The lines from the start of the records through the one containing "0 4.5px,transparent 0" are to be transcribed exactly, and nothing else.

[Opening Material for the task section]

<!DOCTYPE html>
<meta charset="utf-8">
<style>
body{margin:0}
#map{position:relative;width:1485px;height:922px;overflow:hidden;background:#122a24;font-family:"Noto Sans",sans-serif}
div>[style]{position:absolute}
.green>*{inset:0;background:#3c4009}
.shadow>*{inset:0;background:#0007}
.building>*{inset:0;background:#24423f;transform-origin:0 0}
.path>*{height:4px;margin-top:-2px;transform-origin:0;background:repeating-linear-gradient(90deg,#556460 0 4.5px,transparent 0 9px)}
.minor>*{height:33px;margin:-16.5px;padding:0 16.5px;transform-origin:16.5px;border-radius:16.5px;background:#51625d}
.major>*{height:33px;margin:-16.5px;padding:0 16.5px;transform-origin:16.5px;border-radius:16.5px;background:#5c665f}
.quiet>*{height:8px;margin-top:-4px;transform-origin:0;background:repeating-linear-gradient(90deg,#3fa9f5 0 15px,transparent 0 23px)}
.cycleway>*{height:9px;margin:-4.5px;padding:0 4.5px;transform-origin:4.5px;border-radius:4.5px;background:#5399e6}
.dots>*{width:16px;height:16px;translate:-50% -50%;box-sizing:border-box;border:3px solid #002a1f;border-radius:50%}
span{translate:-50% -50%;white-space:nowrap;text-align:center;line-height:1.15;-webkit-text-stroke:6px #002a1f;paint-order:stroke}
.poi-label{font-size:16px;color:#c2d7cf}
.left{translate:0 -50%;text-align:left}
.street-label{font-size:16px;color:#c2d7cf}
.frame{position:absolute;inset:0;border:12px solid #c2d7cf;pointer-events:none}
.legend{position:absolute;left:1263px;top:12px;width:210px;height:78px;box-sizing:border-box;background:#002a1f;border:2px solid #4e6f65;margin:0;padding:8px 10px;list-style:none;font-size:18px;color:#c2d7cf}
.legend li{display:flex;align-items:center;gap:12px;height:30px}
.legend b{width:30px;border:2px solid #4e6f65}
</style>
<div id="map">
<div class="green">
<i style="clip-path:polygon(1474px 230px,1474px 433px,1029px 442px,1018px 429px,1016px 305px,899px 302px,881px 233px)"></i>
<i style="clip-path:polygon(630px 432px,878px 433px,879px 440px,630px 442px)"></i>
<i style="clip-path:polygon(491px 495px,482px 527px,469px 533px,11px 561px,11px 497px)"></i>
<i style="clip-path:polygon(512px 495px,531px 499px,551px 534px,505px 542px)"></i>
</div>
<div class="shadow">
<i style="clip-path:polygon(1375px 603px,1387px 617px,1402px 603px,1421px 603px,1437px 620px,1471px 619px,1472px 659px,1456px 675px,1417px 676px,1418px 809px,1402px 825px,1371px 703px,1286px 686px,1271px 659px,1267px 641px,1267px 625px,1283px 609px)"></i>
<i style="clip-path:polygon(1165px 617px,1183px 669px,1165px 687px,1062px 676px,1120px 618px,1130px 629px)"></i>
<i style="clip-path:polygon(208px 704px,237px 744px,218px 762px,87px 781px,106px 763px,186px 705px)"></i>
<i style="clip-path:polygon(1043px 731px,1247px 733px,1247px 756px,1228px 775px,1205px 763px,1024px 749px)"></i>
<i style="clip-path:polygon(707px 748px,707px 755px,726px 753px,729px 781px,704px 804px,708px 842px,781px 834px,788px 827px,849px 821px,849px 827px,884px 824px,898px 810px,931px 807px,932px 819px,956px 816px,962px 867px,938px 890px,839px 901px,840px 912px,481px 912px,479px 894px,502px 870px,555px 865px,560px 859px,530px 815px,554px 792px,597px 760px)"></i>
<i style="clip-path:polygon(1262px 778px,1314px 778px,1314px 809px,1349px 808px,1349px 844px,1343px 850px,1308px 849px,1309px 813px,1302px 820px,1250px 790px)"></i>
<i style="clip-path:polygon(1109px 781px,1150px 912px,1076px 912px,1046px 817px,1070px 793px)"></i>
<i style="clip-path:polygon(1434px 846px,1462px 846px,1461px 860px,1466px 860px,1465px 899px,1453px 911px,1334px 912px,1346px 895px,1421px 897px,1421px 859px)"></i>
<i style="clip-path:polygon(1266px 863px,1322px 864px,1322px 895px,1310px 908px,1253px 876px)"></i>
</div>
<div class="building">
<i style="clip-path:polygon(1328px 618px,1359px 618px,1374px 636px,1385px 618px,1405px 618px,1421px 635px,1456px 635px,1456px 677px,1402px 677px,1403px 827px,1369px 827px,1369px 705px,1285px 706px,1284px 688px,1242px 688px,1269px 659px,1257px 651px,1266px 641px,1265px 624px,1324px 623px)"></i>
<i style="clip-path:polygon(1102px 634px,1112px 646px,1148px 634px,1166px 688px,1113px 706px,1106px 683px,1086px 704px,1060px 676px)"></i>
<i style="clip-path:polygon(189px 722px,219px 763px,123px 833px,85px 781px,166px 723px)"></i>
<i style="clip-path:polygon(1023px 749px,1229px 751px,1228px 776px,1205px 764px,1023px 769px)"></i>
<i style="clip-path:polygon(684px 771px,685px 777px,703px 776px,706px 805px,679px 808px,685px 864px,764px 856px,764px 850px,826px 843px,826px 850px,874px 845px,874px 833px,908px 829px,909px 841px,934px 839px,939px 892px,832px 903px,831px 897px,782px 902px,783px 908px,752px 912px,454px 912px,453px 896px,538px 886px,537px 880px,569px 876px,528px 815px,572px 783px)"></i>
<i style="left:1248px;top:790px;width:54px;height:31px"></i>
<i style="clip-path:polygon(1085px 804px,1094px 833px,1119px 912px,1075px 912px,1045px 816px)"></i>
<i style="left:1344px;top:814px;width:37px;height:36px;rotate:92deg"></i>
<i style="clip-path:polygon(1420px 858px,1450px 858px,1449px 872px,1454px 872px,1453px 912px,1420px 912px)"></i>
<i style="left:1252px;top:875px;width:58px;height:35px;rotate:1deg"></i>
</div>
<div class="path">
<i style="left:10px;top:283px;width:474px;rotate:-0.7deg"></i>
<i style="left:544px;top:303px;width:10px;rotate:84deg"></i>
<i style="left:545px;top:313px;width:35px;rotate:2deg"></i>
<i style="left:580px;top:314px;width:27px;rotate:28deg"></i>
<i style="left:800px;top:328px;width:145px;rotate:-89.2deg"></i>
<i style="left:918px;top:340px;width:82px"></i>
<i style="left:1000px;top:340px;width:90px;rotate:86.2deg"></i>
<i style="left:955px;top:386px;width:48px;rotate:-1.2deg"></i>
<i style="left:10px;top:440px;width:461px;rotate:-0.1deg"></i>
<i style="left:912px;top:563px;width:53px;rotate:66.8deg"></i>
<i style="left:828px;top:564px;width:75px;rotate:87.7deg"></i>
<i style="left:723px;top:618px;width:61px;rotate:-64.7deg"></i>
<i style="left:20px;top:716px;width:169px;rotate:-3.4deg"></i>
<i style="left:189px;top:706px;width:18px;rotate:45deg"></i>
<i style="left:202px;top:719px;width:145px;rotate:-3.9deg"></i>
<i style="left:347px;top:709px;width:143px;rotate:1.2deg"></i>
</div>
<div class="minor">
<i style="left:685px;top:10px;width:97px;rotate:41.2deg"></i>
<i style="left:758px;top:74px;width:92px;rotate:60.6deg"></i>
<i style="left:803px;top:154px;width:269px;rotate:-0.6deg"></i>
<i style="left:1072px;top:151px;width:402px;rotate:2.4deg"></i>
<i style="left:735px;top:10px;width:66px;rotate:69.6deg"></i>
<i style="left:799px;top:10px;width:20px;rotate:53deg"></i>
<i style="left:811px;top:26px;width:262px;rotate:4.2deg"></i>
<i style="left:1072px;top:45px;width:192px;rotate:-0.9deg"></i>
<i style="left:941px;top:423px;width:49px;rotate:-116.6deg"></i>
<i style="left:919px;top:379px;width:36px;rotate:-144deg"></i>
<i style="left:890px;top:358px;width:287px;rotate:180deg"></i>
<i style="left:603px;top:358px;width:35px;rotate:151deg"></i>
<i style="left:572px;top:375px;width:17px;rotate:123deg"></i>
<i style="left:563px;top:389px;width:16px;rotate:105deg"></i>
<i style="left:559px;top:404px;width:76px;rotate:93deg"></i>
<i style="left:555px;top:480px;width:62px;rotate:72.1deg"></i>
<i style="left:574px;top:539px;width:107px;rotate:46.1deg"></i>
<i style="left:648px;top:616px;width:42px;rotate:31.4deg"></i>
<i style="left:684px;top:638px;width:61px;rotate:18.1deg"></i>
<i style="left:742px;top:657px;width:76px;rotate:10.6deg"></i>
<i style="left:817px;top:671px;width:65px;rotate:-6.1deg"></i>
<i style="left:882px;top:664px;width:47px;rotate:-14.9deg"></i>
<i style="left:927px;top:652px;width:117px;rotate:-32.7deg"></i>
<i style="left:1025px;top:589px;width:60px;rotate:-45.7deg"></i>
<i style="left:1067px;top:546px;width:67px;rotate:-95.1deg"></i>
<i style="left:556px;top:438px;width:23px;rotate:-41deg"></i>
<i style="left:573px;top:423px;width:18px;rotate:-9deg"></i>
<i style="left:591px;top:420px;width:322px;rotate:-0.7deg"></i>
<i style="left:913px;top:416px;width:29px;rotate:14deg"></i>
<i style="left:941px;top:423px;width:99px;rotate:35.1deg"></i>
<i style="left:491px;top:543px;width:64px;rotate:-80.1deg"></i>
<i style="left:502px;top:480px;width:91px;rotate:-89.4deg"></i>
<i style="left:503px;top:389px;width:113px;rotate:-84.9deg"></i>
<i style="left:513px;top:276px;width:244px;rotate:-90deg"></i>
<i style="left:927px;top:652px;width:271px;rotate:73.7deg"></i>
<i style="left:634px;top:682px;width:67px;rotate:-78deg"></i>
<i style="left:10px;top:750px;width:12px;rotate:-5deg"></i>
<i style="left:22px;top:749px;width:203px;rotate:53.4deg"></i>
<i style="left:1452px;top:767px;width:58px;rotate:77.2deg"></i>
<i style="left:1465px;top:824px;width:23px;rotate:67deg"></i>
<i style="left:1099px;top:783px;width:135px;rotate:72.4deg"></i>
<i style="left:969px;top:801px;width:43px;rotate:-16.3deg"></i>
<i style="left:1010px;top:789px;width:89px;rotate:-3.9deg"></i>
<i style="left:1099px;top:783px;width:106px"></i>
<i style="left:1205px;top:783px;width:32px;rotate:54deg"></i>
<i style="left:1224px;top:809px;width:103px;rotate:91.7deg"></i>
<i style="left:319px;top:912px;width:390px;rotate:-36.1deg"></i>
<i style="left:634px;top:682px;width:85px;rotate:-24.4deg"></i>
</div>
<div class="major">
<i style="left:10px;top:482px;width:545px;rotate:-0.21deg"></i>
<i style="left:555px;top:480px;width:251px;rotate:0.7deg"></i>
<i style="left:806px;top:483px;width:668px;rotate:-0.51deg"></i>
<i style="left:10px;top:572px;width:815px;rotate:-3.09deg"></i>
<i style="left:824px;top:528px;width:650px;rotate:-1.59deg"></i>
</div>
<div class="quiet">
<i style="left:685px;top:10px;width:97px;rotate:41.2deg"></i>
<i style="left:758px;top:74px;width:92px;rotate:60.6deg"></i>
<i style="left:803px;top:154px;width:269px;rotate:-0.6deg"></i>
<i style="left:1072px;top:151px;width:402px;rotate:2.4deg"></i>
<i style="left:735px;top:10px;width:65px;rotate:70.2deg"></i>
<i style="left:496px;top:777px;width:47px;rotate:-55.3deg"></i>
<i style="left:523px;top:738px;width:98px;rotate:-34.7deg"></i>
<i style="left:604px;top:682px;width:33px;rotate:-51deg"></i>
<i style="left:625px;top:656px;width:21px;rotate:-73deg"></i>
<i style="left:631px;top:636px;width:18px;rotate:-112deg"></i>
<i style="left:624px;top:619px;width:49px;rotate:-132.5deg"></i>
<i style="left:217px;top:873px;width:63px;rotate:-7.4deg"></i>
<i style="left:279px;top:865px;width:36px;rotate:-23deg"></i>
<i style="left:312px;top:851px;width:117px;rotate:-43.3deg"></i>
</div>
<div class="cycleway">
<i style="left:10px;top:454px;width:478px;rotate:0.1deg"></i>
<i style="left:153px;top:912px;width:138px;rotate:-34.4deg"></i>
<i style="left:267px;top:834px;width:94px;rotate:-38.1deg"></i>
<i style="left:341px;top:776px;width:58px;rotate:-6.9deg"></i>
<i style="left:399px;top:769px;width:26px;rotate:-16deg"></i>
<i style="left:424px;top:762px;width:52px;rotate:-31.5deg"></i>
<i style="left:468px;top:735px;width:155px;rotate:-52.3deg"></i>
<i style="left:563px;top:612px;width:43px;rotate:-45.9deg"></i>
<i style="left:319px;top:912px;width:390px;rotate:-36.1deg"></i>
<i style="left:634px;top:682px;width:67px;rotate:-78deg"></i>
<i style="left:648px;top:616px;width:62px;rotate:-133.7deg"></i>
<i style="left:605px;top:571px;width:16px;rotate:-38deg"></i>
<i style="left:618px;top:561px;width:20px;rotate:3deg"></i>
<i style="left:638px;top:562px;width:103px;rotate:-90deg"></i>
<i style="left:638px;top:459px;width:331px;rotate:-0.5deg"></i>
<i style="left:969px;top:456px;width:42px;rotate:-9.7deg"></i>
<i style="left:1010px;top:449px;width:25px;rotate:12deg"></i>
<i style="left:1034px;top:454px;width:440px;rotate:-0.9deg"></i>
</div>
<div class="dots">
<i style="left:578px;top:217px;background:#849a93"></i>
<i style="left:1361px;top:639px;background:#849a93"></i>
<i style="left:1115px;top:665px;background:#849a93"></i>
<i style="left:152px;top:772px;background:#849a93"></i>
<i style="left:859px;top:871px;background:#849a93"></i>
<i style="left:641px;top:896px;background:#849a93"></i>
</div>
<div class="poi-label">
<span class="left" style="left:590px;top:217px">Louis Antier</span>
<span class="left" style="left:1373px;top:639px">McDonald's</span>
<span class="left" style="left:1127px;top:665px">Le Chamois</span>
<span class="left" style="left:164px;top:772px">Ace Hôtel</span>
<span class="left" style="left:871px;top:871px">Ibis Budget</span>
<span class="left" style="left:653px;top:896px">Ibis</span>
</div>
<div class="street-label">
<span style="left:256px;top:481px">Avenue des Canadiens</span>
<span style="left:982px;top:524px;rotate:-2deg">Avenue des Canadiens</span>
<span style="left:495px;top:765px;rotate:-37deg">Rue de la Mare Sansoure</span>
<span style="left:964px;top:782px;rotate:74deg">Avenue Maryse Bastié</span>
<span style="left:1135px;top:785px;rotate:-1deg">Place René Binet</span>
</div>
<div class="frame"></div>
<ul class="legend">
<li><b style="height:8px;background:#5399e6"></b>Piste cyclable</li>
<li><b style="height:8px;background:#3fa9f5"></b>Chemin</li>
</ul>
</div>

[Closing Material for the task section]

Written solution:
<!DOCTYPE html>
<meta charset="utf-8">
<style>
body{margin:0}
#map{position:relative;width:1485px;height:922px;overflow:hidden;background:#122a24;font-family:"Noto Sans",sans-serif}
div>[style]{position:absolute}
.green>*{inset:0;background:#3c4009}
.shadow>*{inset:0;background:#0007}
.building>*{inset:0;background:#24423f;transform-origin:0 0}
.path>*{height:4px;margin-top:-2px;transform-origin:0;background:repeating-linear-gradient(90deg,#556460 0 4.5px,transparent 0 9px)}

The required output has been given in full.